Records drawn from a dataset
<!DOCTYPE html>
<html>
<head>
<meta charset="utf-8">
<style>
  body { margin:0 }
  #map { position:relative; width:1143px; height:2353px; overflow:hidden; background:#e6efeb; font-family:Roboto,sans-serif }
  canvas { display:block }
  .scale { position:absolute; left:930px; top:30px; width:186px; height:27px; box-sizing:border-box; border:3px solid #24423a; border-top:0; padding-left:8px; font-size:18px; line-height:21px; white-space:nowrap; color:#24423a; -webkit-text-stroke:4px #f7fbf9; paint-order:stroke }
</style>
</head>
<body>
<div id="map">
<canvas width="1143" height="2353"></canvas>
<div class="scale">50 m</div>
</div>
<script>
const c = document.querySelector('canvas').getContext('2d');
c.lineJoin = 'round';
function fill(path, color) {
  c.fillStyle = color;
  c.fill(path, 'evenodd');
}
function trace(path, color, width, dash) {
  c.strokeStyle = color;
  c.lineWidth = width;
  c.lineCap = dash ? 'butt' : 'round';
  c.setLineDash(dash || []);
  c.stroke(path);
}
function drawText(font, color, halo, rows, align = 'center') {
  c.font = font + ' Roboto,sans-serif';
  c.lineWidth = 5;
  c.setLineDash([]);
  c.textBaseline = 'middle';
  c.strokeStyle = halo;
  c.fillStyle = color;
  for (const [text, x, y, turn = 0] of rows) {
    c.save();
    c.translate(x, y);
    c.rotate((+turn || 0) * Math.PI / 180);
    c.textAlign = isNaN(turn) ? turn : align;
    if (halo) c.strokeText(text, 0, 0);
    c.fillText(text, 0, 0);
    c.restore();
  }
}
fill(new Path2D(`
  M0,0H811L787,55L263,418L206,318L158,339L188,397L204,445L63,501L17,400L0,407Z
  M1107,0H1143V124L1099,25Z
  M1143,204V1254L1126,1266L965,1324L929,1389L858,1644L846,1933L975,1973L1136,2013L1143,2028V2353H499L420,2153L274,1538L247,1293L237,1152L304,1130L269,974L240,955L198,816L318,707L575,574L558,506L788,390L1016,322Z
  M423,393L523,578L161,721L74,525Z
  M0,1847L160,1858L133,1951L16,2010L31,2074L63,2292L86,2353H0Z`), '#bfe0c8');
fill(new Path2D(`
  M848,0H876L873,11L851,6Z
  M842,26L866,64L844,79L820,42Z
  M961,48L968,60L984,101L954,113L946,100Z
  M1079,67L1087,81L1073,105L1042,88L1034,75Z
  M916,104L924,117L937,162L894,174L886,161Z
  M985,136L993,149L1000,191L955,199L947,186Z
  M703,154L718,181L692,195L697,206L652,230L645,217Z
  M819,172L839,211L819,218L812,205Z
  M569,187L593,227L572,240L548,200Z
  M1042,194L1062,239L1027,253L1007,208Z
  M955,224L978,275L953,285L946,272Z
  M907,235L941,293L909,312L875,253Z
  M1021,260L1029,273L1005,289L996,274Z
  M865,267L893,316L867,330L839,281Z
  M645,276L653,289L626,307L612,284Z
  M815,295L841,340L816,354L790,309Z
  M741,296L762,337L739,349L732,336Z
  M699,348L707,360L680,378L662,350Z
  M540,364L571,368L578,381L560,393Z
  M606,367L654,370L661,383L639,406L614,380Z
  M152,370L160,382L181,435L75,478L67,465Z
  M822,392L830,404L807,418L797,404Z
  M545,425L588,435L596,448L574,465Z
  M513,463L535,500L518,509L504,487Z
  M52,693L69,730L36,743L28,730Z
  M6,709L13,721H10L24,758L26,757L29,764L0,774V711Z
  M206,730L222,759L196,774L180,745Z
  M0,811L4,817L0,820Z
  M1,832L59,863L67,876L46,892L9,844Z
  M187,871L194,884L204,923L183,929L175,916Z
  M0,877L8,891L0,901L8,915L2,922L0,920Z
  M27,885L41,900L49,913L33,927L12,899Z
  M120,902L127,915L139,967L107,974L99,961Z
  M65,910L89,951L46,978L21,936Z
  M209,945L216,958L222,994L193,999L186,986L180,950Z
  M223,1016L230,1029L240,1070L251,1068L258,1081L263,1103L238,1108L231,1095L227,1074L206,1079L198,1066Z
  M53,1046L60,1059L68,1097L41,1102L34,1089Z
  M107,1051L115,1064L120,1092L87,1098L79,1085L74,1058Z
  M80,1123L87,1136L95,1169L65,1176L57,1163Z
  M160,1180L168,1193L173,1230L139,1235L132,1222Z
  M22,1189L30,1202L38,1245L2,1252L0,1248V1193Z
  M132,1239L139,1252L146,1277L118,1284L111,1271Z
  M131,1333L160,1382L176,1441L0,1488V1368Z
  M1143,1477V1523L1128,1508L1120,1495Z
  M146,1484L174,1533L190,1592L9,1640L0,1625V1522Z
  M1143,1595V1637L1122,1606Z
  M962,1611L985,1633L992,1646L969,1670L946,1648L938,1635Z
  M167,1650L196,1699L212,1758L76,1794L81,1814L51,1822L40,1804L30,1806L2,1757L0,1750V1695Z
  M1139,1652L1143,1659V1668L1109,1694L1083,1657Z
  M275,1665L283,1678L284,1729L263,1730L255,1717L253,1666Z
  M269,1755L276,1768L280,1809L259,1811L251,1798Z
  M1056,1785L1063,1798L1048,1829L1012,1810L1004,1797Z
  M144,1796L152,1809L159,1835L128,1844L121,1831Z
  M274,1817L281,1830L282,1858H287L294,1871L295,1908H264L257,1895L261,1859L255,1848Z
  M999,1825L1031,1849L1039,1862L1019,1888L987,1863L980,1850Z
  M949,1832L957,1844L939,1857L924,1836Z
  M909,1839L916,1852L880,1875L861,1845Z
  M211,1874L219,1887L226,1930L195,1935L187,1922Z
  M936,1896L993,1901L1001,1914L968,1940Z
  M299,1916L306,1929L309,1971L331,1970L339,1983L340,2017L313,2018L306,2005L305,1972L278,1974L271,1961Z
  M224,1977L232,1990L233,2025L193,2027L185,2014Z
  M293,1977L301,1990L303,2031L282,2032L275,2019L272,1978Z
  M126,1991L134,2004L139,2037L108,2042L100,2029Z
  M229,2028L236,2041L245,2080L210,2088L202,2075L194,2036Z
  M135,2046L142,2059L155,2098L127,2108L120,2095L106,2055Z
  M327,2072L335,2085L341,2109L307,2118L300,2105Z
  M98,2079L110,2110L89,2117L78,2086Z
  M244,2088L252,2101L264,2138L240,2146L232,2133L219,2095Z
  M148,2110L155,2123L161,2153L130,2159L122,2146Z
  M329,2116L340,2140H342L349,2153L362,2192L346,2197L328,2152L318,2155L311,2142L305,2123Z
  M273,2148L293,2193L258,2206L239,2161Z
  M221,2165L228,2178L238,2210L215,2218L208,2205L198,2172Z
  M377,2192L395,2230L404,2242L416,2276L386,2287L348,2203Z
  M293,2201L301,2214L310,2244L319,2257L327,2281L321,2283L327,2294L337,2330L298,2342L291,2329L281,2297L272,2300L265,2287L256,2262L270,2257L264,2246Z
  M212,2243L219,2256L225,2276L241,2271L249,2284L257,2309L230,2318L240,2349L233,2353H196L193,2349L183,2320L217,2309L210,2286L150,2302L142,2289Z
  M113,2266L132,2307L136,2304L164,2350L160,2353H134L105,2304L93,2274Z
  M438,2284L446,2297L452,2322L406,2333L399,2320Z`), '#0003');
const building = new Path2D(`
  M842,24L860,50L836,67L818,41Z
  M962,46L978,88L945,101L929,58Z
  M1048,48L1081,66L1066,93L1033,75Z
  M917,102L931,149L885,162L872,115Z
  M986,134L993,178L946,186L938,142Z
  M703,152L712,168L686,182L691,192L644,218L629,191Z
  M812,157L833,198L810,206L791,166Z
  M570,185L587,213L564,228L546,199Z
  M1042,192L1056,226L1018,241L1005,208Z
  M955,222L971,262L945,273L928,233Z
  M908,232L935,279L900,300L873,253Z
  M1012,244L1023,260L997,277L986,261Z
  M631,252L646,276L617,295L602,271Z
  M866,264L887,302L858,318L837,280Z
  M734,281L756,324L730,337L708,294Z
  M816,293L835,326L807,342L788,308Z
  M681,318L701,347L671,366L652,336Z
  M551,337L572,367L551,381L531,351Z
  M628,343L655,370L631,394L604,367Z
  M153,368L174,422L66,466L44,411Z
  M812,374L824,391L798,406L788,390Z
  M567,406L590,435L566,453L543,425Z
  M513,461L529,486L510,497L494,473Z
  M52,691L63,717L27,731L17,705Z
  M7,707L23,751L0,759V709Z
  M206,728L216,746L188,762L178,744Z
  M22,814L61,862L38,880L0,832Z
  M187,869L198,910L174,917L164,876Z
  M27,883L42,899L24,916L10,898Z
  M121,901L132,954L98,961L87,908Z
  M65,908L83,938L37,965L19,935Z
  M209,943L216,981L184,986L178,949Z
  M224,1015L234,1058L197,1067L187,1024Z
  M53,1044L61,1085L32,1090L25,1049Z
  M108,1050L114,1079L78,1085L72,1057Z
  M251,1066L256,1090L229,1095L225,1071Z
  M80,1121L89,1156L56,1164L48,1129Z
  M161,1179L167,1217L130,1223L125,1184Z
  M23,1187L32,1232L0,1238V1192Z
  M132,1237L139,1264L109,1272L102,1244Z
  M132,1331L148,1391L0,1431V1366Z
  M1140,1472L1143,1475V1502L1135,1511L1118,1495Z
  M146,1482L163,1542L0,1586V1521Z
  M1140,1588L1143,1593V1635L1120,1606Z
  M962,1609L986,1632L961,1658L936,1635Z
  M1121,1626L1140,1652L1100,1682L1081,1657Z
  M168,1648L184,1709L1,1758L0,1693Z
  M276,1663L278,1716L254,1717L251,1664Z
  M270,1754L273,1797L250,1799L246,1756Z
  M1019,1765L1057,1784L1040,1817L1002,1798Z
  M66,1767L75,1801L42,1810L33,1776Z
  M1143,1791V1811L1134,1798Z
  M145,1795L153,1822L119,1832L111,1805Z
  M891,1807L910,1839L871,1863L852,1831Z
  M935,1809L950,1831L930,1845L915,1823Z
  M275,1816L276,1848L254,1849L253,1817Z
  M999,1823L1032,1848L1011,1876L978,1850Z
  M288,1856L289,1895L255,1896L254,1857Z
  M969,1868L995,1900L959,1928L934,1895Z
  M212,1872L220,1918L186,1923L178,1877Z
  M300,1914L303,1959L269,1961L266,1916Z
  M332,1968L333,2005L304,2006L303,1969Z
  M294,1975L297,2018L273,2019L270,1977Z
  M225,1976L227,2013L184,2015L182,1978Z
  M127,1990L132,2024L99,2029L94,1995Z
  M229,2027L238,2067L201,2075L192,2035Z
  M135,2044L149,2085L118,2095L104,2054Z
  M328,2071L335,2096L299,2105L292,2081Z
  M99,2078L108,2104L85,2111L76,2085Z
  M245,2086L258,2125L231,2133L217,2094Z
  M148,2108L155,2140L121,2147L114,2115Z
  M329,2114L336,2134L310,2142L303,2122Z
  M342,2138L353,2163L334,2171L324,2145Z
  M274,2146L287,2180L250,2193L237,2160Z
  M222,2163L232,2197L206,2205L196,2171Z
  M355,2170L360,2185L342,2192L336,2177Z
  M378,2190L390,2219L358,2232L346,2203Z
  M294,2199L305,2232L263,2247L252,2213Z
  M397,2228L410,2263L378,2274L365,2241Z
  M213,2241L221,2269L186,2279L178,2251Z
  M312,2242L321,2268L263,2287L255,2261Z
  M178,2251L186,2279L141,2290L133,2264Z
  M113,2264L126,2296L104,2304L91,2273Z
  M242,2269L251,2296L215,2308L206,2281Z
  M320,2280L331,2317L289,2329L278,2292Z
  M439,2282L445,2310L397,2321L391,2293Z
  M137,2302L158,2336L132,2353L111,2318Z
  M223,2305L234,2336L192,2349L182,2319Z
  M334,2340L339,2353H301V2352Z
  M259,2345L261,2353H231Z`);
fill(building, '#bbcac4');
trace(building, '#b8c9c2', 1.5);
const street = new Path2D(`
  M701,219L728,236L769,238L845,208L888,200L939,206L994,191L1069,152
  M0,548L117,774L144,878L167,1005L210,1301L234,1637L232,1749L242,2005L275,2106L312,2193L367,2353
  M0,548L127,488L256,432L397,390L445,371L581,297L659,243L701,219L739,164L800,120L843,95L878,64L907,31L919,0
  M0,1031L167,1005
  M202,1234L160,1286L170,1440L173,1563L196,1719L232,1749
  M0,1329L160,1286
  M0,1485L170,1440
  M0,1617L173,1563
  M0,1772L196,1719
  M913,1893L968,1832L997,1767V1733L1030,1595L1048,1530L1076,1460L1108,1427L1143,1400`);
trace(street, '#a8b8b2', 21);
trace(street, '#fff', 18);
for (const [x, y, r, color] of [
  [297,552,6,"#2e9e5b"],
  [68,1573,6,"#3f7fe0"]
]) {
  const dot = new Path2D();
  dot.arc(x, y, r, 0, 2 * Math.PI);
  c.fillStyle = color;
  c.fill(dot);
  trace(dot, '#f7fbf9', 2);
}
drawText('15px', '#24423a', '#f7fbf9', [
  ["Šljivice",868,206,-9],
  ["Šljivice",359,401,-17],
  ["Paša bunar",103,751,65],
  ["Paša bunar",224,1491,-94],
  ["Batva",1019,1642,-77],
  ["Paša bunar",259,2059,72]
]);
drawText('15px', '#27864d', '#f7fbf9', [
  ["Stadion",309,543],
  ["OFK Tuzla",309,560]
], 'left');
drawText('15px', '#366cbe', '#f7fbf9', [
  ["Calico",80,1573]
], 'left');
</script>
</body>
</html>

◆ **Problem details**: Could you retype exactly the lines above, starting at the line that contains "M126,1991L134,2004L139,2037L108,2042L100,2029Z" and ending at the line that contains "M251,1066L256,1090L229,1095L225,1071Z", and nothing more?

◆ **Expected answer**:
  M126,1991L134,2004L139,2037L108,2042L100,2029Z
  M229,2028L236,2041L245,2080L210,2088L202,2075L194,2036Z
  M135,2046L142,2059L155,2098L127,2108L120,2095L106,2055Z
  M327,2072L335,2085L341,2109L307,2118L300,2105Z
  M98,2079L110,2110L89,2117L78,2086Z
  M244,2088L252,2101L264,2138L240,2146L232,2133L219,2095Z
  M148,2110L155,2123L161,2153L130,2159L122,2146Z
  M329,2116L340,2140H342L349,2153L362,2192L346,2197L328,2152L318,2155L311,2142L305,2123Z
  M273,2148L293,2193L258,2206L239,2161Z
  M221,2165L228,2178L238,2210L215,2218L208,2205L198,2172Z
  M377,2192L395,2230L404,2242L416,2276L386,2287L348,2203Z
  M293,2201L301,2214L310,2244L319,2257L327,2281L321,2283L327,2294L337,2330L298,2342L291,2329L281,2297L272,2300L265,2287L256,2262L270,2257L264,2246Z
  M212,2243L219,2256L225,2276L241,2271L249,2284L257,2309L230,2318L240,2349L233,2353H196L193,2349L183,2320L217,2309L210,2286L150,2302L142,2289Z
  M113,2266L132,2307L136,2304L164,2350L160,2353H134L105,2304L93,2274Z
  M438,2284L446,2297L452,2322L406,2333L399,2320Z`), '#0003');
const building = new Path2D(`
  M842,24L860,50L836,67L818,41Z
  M962,46L978,88L945,101L929,58Z
  M1048,48L1081,66L1066,93L1033,75Z
  M917,102L931,149L885,162L872,115Z
  M986,134L993,178L946,186L938,142Z
  M703,152L712,168L686,182L691,192L644,218L629,191Z
  M812,157L833,198L810,206L791,166Z
  M570,185L587,213L564,228L546,199Z
  M1042,192L1056,226L1018,241L1005,208Z
  M955,222L971,262L945,273L928,233Z
  M908,232L935,279L900,300L873,253Z
  M1012,244L1023,260L997,277L986,261Z
  M631,252L646,276L617,295L602,271Z
  M866,264L887,302L858,318L837,280Z
  M734,281L756,324L730,337L708,294Z
  M816,293L835,326L807,342L788,308Z
  M681,318L701,347L671,366L652,336Z
  M551,337L572,367L551,381L531,351Z
  M628,343L655,370L631,394L604,367Z
  M153,368L174,422L66,466L44,411Z
  M812,374L824,391L798,406L788,390Z
  M567,406L590,435L566,453L543,425Z
  M513,461L529,486L510,497L494,473Z
  M52,691L63,717L27,731L17,705Z
  M7,707L23,751L0,759V709Z
  M206,728L216,746L188,762L178,744Z
  M22,814L61,862L38,880L0,832Z
  M187,869L198,910L174,917L164,876Z
  M27,883L42,899L24,916L10,898Z
  M121,901L132,954L98,961L87,908Z
  M65,908L83,938L37,965L19,935Z
  M209,943L216,981L184,986L178,949Z
  M224,1015L234,1058L197,1067L187,1024Z
  M53,1044L61,1085L32,1090L25,1049Z
  M108,1050L114,1079L78,1085L72,1057Z
  M251,1066L256,1090L229,1095L225,1071Z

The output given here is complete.